I think you're mixing up "speciation" (the biological process) with "taxonomy" (the human act of creating categories into which to sort groups of organisms). When we call something a subspecies, species, genus, etc, we are practicing taxonomy. When two populations are becoming reproductively isolated, they are undergoing speciation.
Anyway, what i'm saying is that the general public's definition of race differs from that of the biologists. To the biologist, the so-called races are not races at all, but populations. And they are reproductively isolated by environmental and cultural barriers (but not intrinsic properties).
RPM--
Your arguments and distinctions make sense as far as they go, but they also leave some important ground uncovered.
In the end I think there's no real substitute for race, and we're just going to have to make it's proper biologically rooted meaning, informed by current science, clearer to more people. The fact is that the popularly understood approximate boundaries for the homelands of the major three or five or six races that were understood by the late 19th century or even earlier, remain broadly correct. Now many suppositions about characteristics back then were wrong, and the whole platonic discrete essential "essences" of "the races" is wrong, but that's a different thing. THAT's what especially needs even more correcting in the popular conception - though of lot of that correcting has in fact o occurred.
The trouble with such terms as "European derived population" is that it leaves out a great many people who are in the "Caucasian" meta-race. E.g. Iranians and Arabs and North Africans and South Asian Indians. The trouble with "Africans" is that it includes North Africans, who are primarily Caucasian (Berbers, Arabs, etc.) though with some sub Saharan African (black/Negro) admixture in many places.
The trouble with substituting the word "populations" is that it's popular meaning is entirely arbitrary. E.g. the American population includes many races but hardly all people. It's a geographic and political category when used that way. It's far more often used to make non biological distinctions than biologically rooted ones.

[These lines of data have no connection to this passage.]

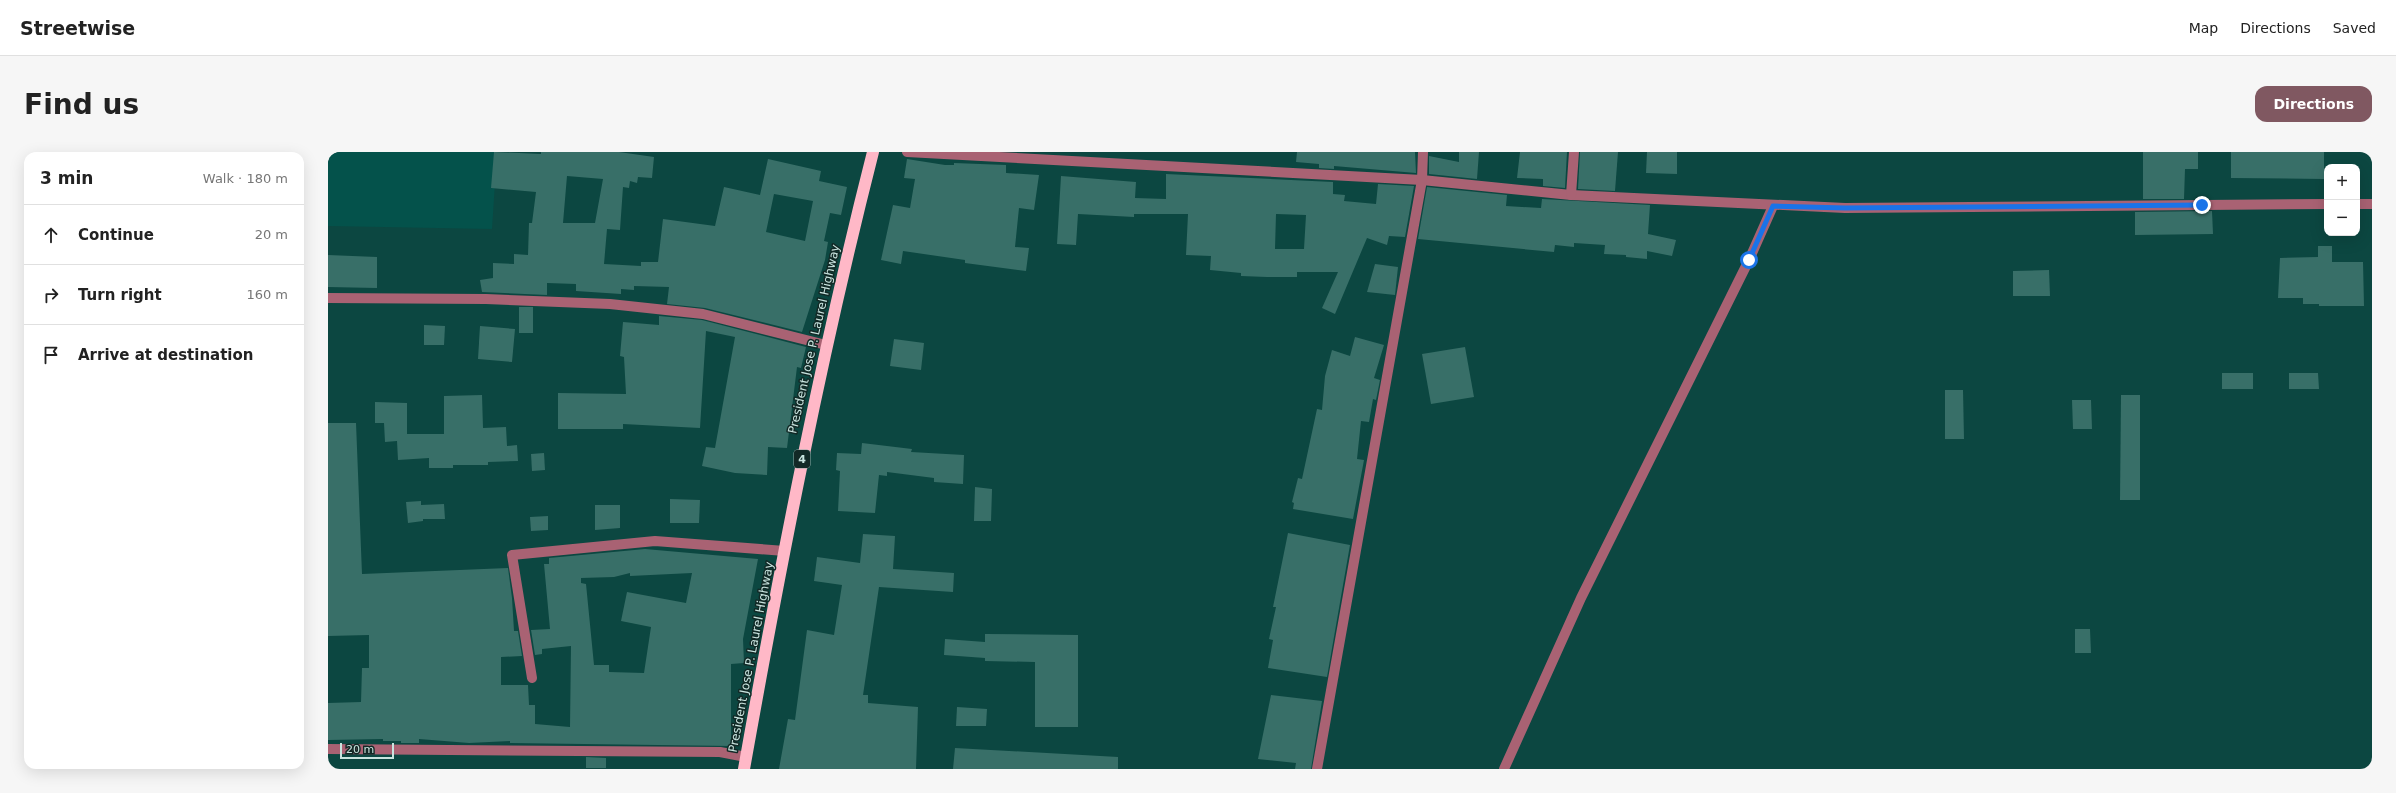 <!DOCTYPE html>
<html lang="en">
<head>
<meta charset="utf-8">
<style>
  body { margin:0; font-family:"DejaVu Sans",sans-serif; background:#f6f6f6; color:#222 }
  .controls { position:absolute; right:12px; top:12px; display:grid; overflow:hidden; border-radius:8px; box-shadow:0 4px 16px #0002 }
  .controls button { width:36px; height:36px; display:grid; place-items:center; padding:0; border:0; border-bottom:1px solid #e0e0e0; background:#fff; color:#222; font:20px sans-serif }
  .scale { position:absolute; left:12px; bottom:10px; width:54px; box-sizing:border-box; padding-left:4px; border:2px solid #c9e4df; border-top:0; font-size:11px; line-height:14px; white-space:nowrap; color:#c9e4df; -webkit-text-stroke:3px #122926; paint-order:stroke }
  .stop { position:absolute; width:12px; height:12px; margin:-9px; border:3px solid #1a73e8; border-radius:50%; background:#fff }
  .stop.end { background:#1a73e8; border-color:#fff; box-shadow:0 1px 4px #0008 }
  .list { margin:0; padding:0; list-style:none }
  h2 { display:flex; justify-content:space-between; align-items:center; height:52px; margin:0; padding:0 16px; font-size:17px }
  h2 small { font-size:13px; font-weight:400; color:#767676 }
  .list li { display:grid; grid-template-columns:26px 1fr auto; gap:12px; align-items:center; box-sizing:border-box; height:60px; padding:0 16px; border-top:1px solid #e0e0e0 }
  .list b { display:block; font-size:15px; white-space:nowrap }
  .list em { font-size:13px; font-style:normal; color:#767676 }
  .icon { flex:none; width:22px; height:22px; fill:none; stroke:currentColor; stroke-width:2; stroke-linecap:round; stroke-linejoin:round }
  .map { position:relative; flex:none; width:2044px; height:617px; overflow:hidden; border-radius:12px }
  header { display:flex; align-items:center; gap:24px; box-sizing:border-box; height:56px; padding:0 20px; background:#fff; border-bottom:1px solid #e0e0e0 }
  header strong { font-size:19px }
  nav { display:flex; gap:22px; margin-inline-start:auto; font-size:14px }
  .intro { display:flex; align-items:center; justify-content:space-between; box-sizing:border-box; height:96px; padding:0 24px }
  h1 { margin:0; font-size:28px }
  .button { padding:10px 18px; border-radius:12px; background:#805861; color:#fff; font-size:14px; font-weight:700 }
  main { display:flex; gap:24px; padding:0 24px }
  aside { flex:1; background:#fff; border-radius:12px; box-shadow:0 4px 16px #0002 }
  .map>svg:first-child { display:block }
</style>
</head>
<body>
<header>
<strong>Streetwise</strong>
<nav><a>Map</a><a>Directions</a><a>Saved</a></nav>
</header>
<div class="intro"><h1>Find us</h1><a class="button">Directions</a></div>
<main>
<aside>
<h2>3 min<small>Walk · 180 m</small></h2>
<ul class="list">
<li><svg class="icon" aria-label="ahead" viewBox="0 0 24 24"><path d="M12 20V5M6 11l6-6 6 6"/></svg><div><b>Continue</b></div><em>20 m</em></li>
<li><svg class="icon" aria-label="right" viewBox="0 0 24 24"><path d="M7 20v-9h11M14 6l5 5-5 5"/></svg><div><b>Turn right</b></div><em>160 m</em></li>
<li><svg class="icon" aria-label="arrive" viewBox="0 0 24 24"><path d="M6 21V4h12l-3 4 3 4H6"/></svg><div><b>Arrive at destination</b></div></li>
</ul>
</aside>
<div class="map">
<svg width="2044" height="617" viewBox="0 0 2044 617">
  <rect width="100%" height="100%" fill="#0c4741"/>
  <path fill="#04524b" d="M0,0h169l-5,77 -164,-3z"/>
  <g fill="#386f68" fill-rule="evenodd">
    <path d="M166,0l47,2v-2h78l35,5 -2,21 -14,-1 -1,6 -7,-2 -1,7 -6,-1 -3,43 -13,-1 -3,35 37,2v-4h17l5,-43 52,7 9,-39 36,8 8,-36 53,12 -2,10 28,6 -6,28 -11,-2 -6,28 4,1 -3,18 -23,72 -97,-24 -38,-4 2,-17 -35,-1v4l-13,-1v5l-45,-3v-7l-29,-1v12l-65,-3 -2,-12 13,-2v-15l21,1v-10l14,1 1,-32h3l4,-31 -45,-4zM239,24l36,3 -8,44h-32zM446,42l39,7 -8,40 -39,-9z"/>
    <path d="M969,0h118l1,21 -82,-7v3l-15,-1v-4l-23,-2z"/>
    <path d="M1131,0h20l-2,27 -48,-5v-18l30,6z"/>
    <path d="M1192,0h47l-2,36 -22,-2v-7l-26,-1z"/>
    <path d="M1252,0h38l-3,39 -37,-2z"/>
    <path d="M1319,0h30v22l-31,-1z"/>
    <path d="M1815,0h55v17h-13l-1,30h-41z"/>
    <path d="M1903,0h93v27l-93,-1z"/>
    <path d="M579,7l38,6h9v-2l52,2v8l33,2 -5,35 -15,-2 -4,39 14,1 -3,23 -61,-8v-3l-62,-9 -2,13 -20,-4 12,-55 17,3 5,-29 -11,-1z"/>
    <path d="M838,22l167,8v12l12,1 -1,6 32,3 2,-20 36,2 -9,51 -16,-1 -2,9 -20,-7 -32,76 -13,-6 16,-36h-41v5h-30l-26,-1v-3l-31,-3 1,-14 -25,-1 2,-41h-54v3l-56,-3 -2,31 -19,-1 4,-68 75,6 -1,16 31,1zM948,62l30,1 -2,34h-29z"/>
    <path d="M1099,35l80,8 -1,11 35,2 1,-9 108,6 -2,29 28,6 -4,16 -25,-5v8l-21,-2v-2l-22,-1 1,-9 -31,-2v4l-19,-2 -1,7 -136,-13z"/>
    <path d="M1884,59l1,23 -78,1v-23z"/>
    <path d="M1990,94h14v16h31l1,44h-45v-2h-16v-6h-25l2,-40 38,-1z"/>
    <path d="M0,103l49,2v31l-49,-1z"/>
    <path d="M1047,112l23,3 -3,28 -28,-3z"/>
    <path d="M1721,118l1,26h-37v-25z"/>
    <rect x="191" y="155" width="14" height="26"/>
    <path d="M331,164l43,4 104,27 -5,21 -4,-1 -10,81 -19,-1 -1,28 -32,-2 -33,-7 4,-19 9,1 20,-111 -29,-6 -6,97 -77,-4v5h-65v-36l68,1 -2,-37 -4,-1 3,-34 36,3z"/>
    <path d="M96,173l21,1 -1,19h-20z"/>
    <path d="M152,174l35,3 -3,33 -34,-3z"/>
    <path d="M1027,185l29,8 -10,33 6,2 -4,20 -3,-1 -4,23 -8,-1 -4,38 7,1 -11,59 -60,-10 1,-6 -2,-1 6,-24 4,1 15,-70 5,1 3,-34 7,-26 18,6z"/>
    <path d="M566,187l30,4 -3,27 -31,-4z"/>
    <path d="M1137,195l9,50 -43,7 -9,-50z"/>
    <rect x="1894" y="221" width="31" height="16"/>
    <path d="M1961,221h29l1,16h-30z"/>
    <path d="M1617,238h18l1,49h-19z"/>
    <path d="M154,243l1,33 23,-1 1,19 10,-1 1,16 -30,1v3h-35v3h-24v-10l-31,2 -1,-19 -12,1 -1,-19h-9v-21l32,1v31h37v-38z"/>
    <path d="M1793,243h19v105h-20z"/>
    <path d="M1744,248h19l1,29h-19z"/>
    <path d="M0,271h28l6,151 146,-6 4,30 2,33h4l4,25 -21,1v28h27l1,20h6v19l35,3 1,-81 -29,3v5l-7,1 -4,-25 19,-1 -6,-65h5v-6l96,-9 113,10 -15,80 1,24 -13,1v82l-221,-3v-2l-41,2 -50,-4v4h-18v-2h-18v-2l-55,1v-37l33,-1 1,-34h7v-33l-41,1zM302,421v3l62,-3 -6,30 -59,-11 -6,29 30,6 -7,46 -35,-1v-7h-15l-8,-81 -5,-1v-5l33,-1z"/>
    <path d="M534,291l50,6 -1,3 53,3 -1,29 -29,-2v-4l-47,-6v4l-8,-1 -4,38 -37,-2 2,-40 -4,-1 1,-17 24,1z"/>
    <path d="M216,301l1,17 -13,1 -1,-17z"/>
    <path d="M647,335l17,2 -1,32h-17z"/>
    <path d="M342,347l30,1 -1,23h-29z"/>
    <path d="M93,349v4l23,-1 1,15h-22v2l-15,2 -2,-21z"/>
    <path d="M267,353h25v23l-25,2z"/>
    <path d="M220,364v14l-17,1 -1,-14z"/>
    <path d="M960,381l62,12 -23,132 -59,-9 5,-28 -4,-1 7,-32h-3z"/>
    <path d="M535,382l32,2 -2,33 61,4 -1,19 -74,-5 -16,108h5v8l50,4 -2,62h-137l9,-50 7,1 12,-90 27,5 8,-50 -28,-4 3,-24 43,6z"/>
    <path d="M1747,477h15l1,24h-16z"/>
    <path d="M657,482l93,1v92h-43v-65l-50,-1v-3l-41,-3 1,-16 40,3z"/>
    <path d="M943,543l51,6 -11,68h-16l1,-6 -38,-4z"/>
    <path d="M629,555l30,2 -1,17h-30z"/>
    <path d="M627,596l163,9v12h-165z"/>
    <path d="M258,605l20,1v10h-20z"/>
  </g>
  <g fill="none" stroke-linecap="round" stroke-linejoin="round">
    <g stroke="#a96273" stroke-width="10">
      <path d="M579,0l515,28 149,15 274,13 482,-4"/>
      <path d="M1243,43l3,-43"/>
      <path d="M2029,52h15"/>
      <path d="M0,146l158,1 124,5 93,10 123,31"/>
      <path d="M204,526l-20,-123 143,-14 130,10"/>
      <path d="M0,597l392,3 26,5"/>
      <path d="M989,617l105,-589 1,-28"/>
      <path d="M1176,617l77,-171 168,-338 24,-54"/>
    </g>
    <path stroke="#ffb8c7" stroke-width="12" d="M416,617c37,-208 77,-413 129,-617"/>
  </g>
  <g fill="none" stroke-linecap="round" stroke-linejoin="round">
    <path stroke="#1a73e8" stroke-width="5" d="M1421,108l24,-54 72,2 357,-3"/>
  </g>
  <g text-anchor="middle" dominant-baseline="central" stroke-width="3" stroke-linejoin="round" paint-order="stroke">
    <rect fill="#122926" stroke="#92aca8" stroke-width="1" x="466" y="298" width="16" height="18" rx="3"/>
    <g font-size="11" font-weight="bold" fill="#c9e4df">
      <text x="474" y="307">4</text>
    </g>
    <g font-size="12" fill="#c9e4df" stroke="#122926">
      <text transform="translate(486 187) rotate(-77)">President Jose P. Laurel Highway</text>
      <text transform="translate(423 505) rotate(-79)">President Jose P. Laurel Highway</text>
    </g>
  </g>
</svg>
<div class="controls">
<button>+</button>
<button>−</button>
</div>
<div class="scale">20 m</div>
<div class="stop" style="left:1421px;top:108px"></div>
<div class="stop end" style="left:1874px;top:53px"></div>
</div>
</main>
</body>
</html>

At the level of three major races we have Caucasian, Negro (or sub Saharan African since "Negro" is now so disliked by those it describes) and Mongoloid. (It's also entirely consistent with the genetic evidence to divide humanity into only two major races, sS Africans, and everyone else, according to Cavalli-Sforza - though he always uses "populations" as opposed to the politically dangerous "races".) At the more reasonable level of five we break out Mongoloid into i) NE Asians, ii) SE Asians including Oceania, and iii) AmerIndians. At the level of six we stop ignoring the relatively small in number but quite anciently distinct Papuans/Aborigines. One can go on subdividing and also separately naming clinal inbetween populations for a very long time into even thousands of micro races, all on a genetic inbreeding (for the most part) population basis, as Cavalli-Sforza's pioneering work has amply demonstrated. Distinctions between micro races might not usually be very meaningful for most purposes, but they can be fairly reliably discerned.
On the other hand distinctions between the races at the level of between three and six anyway are quite meaningful - but it's very politically incorrect to say in what way - or at least many of the ways. Differences in susceptibility to different genetic and non genetic diseases is more grey area acceptable in many quarters, though certainly not for the zealously PC.
Does mixing human populations (RACES) decrease population specific diseases? If so, will someone please suggest an article or book that scientifically shows this?